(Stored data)
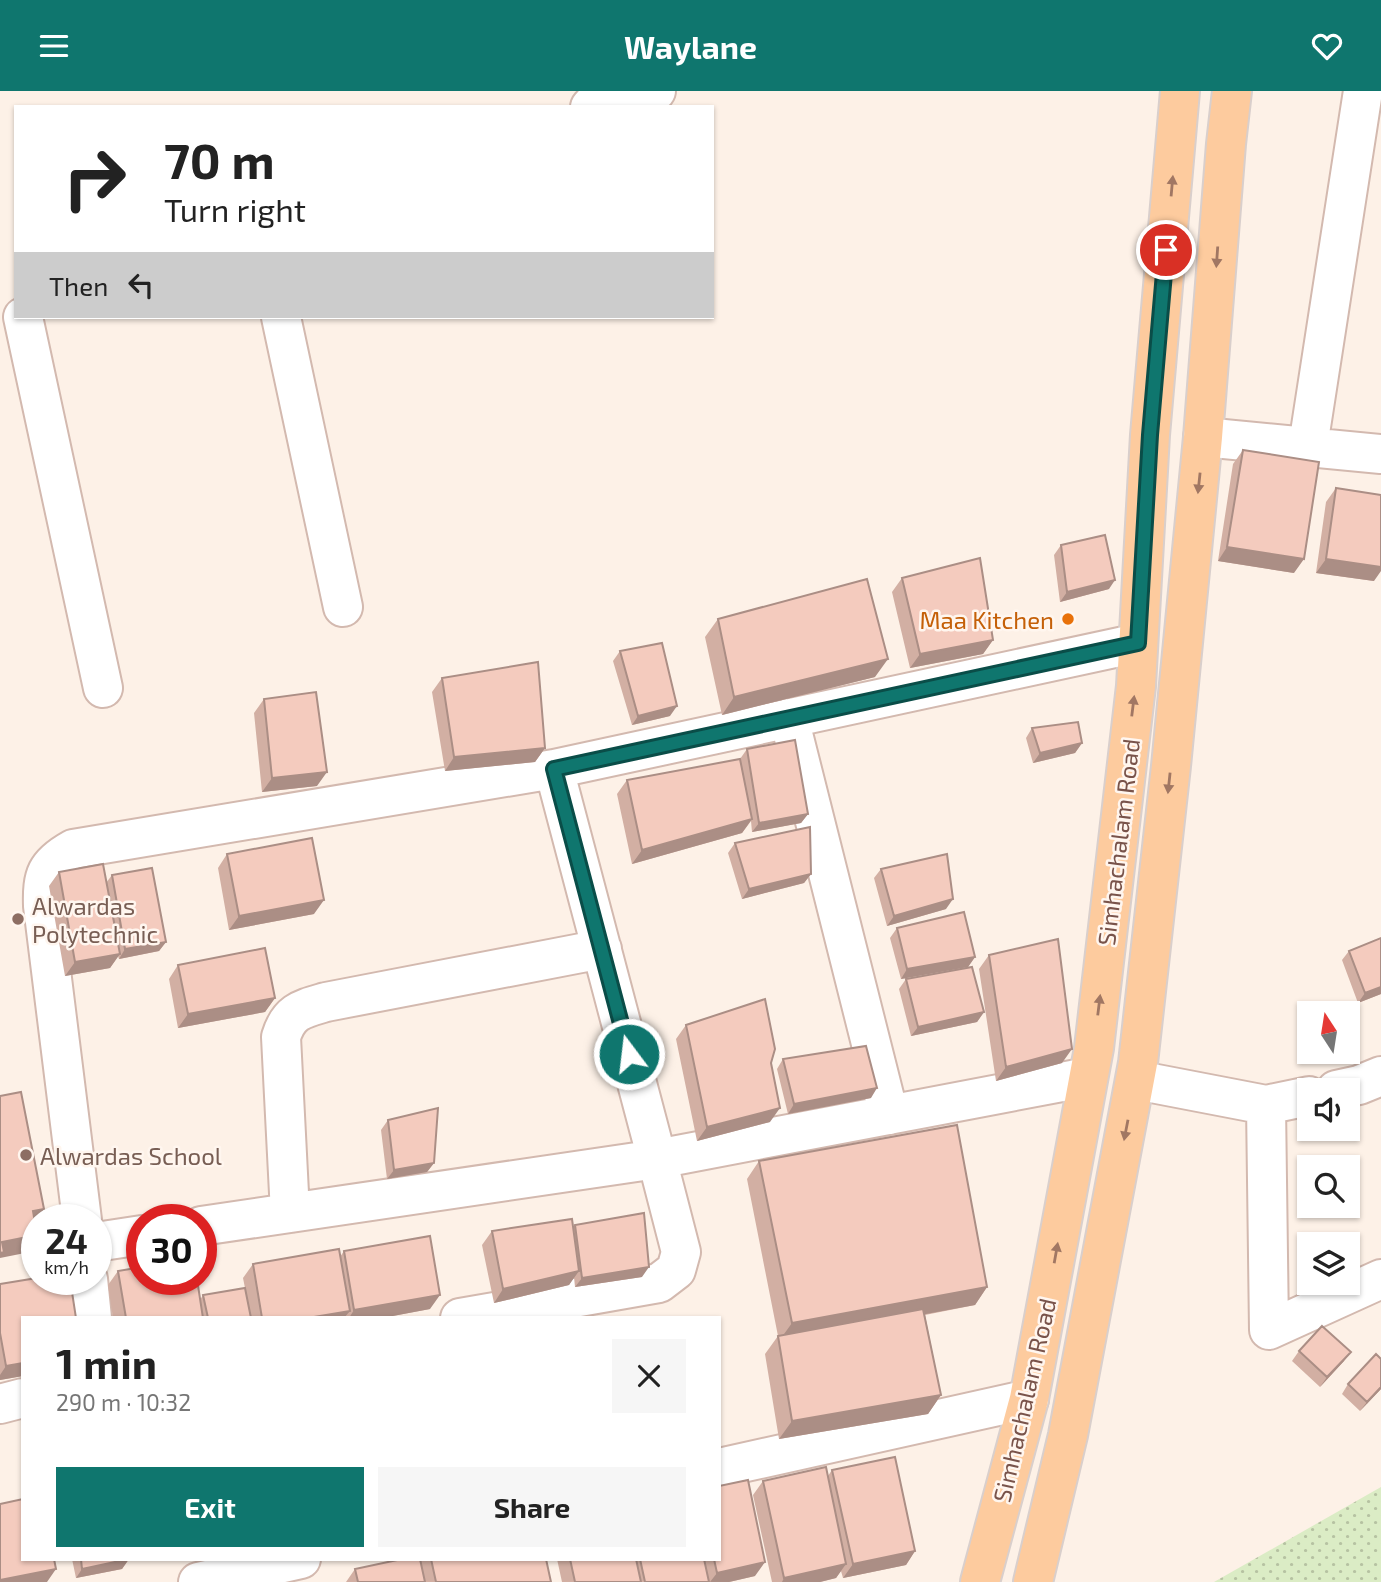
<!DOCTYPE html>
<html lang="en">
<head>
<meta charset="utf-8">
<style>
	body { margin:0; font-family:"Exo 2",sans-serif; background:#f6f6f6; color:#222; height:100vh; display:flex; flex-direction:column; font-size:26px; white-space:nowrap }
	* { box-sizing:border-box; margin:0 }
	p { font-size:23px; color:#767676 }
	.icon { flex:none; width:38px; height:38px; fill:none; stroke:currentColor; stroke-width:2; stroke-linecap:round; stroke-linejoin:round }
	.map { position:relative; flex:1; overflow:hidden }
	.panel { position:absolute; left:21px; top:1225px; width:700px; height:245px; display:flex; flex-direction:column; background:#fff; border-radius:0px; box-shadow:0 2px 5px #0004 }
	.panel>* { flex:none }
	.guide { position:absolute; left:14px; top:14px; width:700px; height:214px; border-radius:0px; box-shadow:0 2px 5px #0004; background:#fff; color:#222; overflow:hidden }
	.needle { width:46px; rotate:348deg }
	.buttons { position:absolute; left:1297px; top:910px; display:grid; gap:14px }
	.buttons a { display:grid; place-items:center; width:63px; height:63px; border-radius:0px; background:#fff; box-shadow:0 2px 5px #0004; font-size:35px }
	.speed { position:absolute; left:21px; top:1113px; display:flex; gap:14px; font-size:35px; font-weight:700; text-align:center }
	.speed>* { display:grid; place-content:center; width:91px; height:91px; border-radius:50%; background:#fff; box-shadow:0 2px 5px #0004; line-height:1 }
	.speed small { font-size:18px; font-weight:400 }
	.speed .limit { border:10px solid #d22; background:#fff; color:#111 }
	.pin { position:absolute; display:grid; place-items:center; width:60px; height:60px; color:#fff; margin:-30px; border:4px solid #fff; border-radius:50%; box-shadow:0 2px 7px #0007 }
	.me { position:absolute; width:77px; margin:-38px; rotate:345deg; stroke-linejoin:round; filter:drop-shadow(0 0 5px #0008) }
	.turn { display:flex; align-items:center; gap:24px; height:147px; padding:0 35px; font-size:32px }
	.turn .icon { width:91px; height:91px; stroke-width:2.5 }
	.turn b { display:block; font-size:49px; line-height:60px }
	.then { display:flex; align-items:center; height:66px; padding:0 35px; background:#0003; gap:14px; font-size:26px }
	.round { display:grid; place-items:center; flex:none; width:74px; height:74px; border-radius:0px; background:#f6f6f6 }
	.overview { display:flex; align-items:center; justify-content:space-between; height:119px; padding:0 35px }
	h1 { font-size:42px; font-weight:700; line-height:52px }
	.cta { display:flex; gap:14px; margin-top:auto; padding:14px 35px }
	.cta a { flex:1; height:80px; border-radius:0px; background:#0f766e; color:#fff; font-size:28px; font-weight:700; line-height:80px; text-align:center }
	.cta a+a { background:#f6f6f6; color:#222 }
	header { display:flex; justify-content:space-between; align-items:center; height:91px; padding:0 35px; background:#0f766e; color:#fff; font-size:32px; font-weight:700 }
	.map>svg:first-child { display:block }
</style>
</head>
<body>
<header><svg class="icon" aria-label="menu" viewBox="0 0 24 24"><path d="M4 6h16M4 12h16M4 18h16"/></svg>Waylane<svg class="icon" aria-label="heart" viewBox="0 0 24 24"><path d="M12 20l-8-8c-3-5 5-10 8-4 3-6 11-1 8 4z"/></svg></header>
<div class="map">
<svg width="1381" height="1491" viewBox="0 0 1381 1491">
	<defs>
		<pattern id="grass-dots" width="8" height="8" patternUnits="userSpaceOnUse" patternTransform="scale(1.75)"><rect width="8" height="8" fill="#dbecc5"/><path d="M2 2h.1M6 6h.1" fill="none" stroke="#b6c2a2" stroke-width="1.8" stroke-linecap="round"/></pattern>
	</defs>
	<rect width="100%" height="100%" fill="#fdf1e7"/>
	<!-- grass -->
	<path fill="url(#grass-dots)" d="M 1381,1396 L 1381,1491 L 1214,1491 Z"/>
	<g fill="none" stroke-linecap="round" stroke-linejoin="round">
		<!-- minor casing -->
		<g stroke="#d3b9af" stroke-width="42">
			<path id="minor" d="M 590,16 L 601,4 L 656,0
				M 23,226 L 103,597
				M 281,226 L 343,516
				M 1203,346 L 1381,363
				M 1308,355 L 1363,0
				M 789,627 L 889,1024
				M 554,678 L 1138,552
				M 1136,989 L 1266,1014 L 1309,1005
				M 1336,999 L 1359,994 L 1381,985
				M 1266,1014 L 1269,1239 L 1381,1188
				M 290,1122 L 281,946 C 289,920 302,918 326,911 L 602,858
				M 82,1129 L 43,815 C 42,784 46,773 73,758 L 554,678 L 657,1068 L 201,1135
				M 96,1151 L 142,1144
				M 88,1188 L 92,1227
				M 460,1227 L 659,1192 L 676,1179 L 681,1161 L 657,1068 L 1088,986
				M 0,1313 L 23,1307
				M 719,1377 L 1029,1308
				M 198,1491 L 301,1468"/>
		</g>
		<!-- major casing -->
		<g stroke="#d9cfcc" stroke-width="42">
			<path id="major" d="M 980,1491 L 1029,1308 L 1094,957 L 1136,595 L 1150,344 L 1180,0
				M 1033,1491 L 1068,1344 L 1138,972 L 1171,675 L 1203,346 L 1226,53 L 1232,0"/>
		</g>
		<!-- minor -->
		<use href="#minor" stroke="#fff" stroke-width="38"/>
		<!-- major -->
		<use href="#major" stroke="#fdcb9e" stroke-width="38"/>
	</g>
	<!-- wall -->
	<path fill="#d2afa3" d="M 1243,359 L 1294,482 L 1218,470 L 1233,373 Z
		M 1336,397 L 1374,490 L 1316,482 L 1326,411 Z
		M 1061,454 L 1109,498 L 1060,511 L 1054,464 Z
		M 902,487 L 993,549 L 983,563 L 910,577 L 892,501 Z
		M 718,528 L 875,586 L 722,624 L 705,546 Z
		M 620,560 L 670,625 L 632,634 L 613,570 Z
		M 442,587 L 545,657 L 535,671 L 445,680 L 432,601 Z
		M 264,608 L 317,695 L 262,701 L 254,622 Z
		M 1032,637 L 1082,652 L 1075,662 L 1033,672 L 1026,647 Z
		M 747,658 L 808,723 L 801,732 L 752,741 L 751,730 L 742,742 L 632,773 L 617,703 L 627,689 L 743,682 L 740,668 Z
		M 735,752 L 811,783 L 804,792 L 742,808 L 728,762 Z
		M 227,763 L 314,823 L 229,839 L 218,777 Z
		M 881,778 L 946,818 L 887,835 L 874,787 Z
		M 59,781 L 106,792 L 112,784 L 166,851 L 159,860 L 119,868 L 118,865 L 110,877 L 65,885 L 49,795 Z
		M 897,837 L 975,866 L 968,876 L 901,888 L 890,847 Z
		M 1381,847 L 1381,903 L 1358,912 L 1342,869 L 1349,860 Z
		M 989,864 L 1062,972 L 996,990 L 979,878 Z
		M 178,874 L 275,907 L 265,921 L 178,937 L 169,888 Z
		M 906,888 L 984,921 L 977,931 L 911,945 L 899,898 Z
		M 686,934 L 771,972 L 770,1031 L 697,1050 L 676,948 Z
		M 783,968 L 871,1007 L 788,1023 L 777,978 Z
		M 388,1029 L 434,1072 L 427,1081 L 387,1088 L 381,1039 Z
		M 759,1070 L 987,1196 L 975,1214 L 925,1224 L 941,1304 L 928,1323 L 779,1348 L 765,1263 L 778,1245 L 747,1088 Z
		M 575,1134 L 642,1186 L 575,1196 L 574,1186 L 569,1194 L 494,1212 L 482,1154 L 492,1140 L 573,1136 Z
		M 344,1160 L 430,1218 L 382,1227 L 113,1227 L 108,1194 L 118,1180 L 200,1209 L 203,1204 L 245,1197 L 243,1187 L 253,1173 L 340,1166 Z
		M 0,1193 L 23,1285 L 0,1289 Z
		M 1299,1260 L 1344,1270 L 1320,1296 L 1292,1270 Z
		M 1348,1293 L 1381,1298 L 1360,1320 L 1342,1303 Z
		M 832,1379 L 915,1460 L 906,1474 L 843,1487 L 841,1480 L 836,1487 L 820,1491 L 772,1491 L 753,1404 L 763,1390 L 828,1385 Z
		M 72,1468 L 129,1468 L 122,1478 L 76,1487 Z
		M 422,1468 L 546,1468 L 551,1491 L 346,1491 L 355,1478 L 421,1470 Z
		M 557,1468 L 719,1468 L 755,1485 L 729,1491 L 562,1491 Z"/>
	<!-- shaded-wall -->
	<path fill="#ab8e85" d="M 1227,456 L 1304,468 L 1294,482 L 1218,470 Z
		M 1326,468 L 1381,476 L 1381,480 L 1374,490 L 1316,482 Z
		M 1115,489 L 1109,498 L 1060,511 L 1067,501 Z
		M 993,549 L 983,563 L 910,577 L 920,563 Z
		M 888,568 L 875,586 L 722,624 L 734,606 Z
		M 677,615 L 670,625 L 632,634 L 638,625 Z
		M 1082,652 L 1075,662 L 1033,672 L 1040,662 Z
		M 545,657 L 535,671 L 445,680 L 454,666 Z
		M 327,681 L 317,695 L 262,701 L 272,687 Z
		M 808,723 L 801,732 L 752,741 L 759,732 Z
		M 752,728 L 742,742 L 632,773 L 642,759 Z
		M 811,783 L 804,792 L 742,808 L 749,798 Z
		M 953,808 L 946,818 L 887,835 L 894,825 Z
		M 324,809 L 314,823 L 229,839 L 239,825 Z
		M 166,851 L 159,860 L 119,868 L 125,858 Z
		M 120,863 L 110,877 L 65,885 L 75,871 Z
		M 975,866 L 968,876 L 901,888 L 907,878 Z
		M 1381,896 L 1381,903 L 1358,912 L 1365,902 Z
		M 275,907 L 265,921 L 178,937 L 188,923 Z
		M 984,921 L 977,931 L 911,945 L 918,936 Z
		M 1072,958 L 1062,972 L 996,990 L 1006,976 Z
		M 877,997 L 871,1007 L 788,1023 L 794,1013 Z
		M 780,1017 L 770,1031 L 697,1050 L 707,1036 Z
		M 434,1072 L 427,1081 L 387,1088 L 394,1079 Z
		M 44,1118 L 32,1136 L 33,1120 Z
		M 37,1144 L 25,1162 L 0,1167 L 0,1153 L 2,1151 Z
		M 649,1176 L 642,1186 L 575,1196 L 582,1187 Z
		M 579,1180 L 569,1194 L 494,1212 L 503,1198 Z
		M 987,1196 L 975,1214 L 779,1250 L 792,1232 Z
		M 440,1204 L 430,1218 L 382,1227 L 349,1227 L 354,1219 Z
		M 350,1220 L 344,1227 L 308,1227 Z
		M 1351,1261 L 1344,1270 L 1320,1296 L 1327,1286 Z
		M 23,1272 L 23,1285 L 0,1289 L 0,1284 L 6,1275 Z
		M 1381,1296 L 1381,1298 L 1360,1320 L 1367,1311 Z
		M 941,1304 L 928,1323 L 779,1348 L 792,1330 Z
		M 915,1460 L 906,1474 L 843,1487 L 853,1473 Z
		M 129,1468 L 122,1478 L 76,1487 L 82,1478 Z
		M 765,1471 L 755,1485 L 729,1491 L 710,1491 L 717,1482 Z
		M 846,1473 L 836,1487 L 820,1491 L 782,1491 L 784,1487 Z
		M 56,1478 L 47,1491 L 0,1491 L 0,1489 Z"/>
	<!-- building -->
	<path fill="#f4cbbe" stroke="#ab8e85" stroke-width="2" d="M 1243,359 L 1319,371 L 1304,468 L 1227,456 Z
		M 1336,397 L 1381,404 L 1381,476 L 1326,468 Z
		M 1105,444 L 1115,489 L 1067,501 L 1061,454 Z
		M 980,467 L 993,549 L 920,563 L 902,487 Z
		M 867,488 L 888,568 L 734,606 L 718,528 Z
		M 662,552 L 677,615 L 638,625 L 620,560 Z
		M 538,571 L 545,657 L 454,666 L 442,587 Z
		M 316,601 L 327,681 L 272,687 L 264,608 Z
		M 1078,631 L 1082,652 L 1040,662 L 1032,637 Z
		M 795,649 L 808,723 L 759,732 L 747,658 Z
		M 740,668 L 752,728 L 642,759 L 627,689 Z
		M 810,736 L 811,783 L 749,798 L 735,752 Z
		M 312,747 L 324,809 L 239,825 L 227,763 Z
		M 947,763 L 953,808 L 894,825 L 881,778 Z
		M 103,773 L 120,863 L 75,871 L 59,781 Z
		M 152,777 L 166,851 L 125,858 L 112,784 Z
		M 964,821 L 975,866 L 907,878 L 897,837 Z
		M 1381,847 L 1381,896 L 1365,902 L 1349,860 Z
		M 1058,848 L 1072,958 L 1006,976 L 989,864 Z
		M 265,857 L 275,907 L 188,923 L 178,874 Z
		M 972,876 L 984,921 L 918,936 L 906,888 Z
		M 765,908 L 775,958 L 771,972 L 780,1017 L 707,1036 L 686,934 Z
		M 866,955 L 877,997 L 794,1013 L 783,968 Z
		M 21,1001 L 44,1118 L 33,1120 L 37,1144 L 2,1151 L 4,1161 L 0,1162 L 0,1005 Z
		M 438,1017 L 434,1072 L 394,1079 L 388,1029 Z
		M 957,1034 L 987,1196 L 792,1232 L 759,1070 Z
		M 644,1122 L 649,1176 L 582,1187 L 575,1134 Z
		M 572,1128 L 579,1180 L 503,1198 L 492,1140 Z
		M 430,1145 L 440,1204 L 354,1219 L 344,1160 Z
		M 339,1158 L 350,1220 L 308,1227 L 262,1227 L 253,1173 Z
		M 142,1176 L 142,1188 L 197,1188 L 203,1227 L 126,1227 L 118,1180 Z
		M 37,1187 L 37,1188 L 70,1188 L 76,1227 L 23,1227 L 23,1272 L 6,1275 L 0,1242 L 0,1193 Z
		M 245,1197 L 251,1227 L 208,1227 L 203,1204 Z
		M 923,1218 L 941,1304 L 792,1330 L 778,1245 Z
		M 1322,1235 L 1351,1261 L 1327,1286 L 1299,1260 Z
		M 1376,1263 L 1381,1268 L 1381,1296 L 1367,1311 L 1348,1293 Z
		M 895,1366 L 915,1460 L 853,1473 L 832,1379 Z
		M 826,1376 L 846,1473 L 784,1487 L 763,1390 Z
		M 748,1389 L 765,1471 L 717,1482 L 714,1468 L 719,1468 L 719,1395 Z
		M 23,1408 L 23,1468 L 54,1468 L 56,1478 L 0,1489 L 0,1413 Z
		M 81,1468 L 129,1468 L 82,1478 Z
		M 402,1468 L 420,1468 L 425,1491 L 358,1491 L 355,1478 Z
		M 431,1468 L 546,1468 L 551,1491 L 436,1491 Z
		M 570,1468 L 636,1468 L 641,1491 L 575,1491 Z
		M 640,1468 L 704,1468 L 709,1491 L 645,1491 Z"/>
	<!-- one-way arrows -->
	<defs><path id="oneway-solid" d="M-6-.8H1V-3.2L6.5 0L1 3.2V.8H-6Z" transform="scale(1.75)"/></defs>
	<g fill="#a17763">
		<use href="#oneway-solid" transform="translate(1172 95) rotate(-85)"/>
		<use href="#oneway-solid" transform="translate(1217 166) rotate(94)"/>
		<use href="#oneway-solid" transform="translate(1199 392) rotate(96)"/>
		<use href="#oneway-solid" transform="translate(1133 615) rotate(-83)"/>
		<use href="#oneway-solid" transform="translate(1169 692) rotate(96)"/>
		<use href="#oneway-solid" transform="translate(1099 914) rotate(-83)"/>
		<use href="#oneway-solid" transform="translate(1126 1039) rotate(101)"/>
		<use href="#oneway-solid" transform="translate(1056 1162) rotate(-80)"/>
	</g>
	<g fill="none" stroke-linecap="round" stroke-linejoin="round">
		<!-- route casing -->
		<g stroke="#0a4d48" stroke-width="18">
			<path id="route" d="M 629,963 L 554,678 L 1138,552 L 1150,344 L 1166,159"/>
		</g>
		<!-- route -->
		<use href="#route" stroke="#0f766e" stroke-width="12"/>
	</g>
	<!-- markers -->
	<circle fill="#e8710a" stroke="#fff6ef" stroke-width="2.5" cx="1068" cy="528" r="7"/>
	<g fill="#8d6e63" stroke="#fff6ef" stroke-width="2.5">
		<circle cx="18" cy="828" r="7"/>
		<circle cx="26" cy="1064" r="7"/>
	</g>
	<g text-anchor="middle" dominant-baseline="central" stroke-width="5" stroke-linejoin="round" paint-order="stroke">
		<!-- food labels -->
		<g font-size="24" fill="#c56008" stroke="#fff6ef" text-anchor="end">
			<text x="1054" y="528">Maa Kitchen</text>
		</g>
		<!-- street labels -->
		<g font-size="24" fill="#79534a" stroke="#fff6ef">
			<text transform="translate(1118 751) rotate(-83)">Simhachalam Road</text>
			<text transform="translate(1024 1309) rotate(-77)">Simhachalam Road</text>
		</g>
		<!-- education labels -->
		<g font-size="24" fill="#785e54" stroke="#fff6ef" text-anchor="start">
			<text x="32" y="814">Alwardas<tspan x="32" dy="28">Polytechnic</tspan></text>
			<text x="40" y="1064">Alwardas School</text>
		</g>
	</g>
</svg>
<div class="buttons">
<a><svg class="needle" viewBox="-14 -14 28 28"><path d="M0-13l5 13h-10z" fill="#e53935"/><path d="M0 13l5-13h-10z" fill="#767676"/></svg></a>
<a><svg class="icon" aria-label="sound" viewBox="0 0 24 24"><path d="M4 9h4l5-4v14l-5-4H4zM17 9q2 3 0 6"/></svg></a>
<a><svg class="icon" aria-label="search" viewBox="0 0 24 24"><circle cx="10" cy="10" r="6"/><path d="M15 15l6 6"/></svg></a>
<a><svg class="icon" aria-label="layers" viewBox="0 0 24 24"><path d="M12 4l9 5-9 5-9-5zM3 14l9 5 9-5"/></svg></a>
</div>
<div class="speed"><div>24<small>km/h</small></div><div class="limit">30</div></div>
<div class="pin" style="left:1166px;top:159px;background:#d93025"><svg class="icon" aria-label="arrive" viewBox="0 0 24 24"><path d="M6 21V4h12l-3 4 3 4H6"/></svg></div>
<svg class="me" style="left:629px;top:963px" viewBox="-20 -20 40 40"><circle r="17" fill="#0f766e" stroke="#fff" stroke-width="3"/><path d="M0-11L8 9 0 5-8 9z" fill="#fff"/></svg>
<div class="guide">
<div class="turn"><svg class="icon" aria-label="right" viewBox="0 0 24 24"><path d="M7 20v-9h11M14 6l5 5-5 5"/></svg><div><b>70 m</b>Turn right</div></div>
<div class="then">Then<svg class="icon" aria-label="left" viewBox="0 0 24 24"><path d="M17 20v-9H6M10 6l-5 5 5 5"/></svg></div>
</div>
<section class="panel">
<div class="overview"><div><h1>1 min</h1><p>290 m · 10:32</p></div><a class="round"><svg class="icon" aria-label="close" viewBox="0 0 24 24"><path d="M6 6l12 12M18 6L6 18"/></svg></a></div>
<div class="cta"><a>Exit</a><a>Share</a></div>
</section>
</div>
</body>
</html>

### TRY IT
From the records above, retype only the lines starting at the line that contains "M 72,1468 L 129,1468 L 122,1478 L 76,1487 Z" and ending at the line that contains "<!-- shaded-wall -->", both included.

### RESULT
		M 72,1468 L 129,1468 L 122,1478 L 76,1487 Z
		M 422,1468 L 546,1468 L 551,1491 L 346,1491 L 355,1478 L 421,1470 Z
		M 557,1468 L 719,1468 L 755,1485 L 729,1491 L 562,1491 Z"/>
	<!-- shaded-wall -->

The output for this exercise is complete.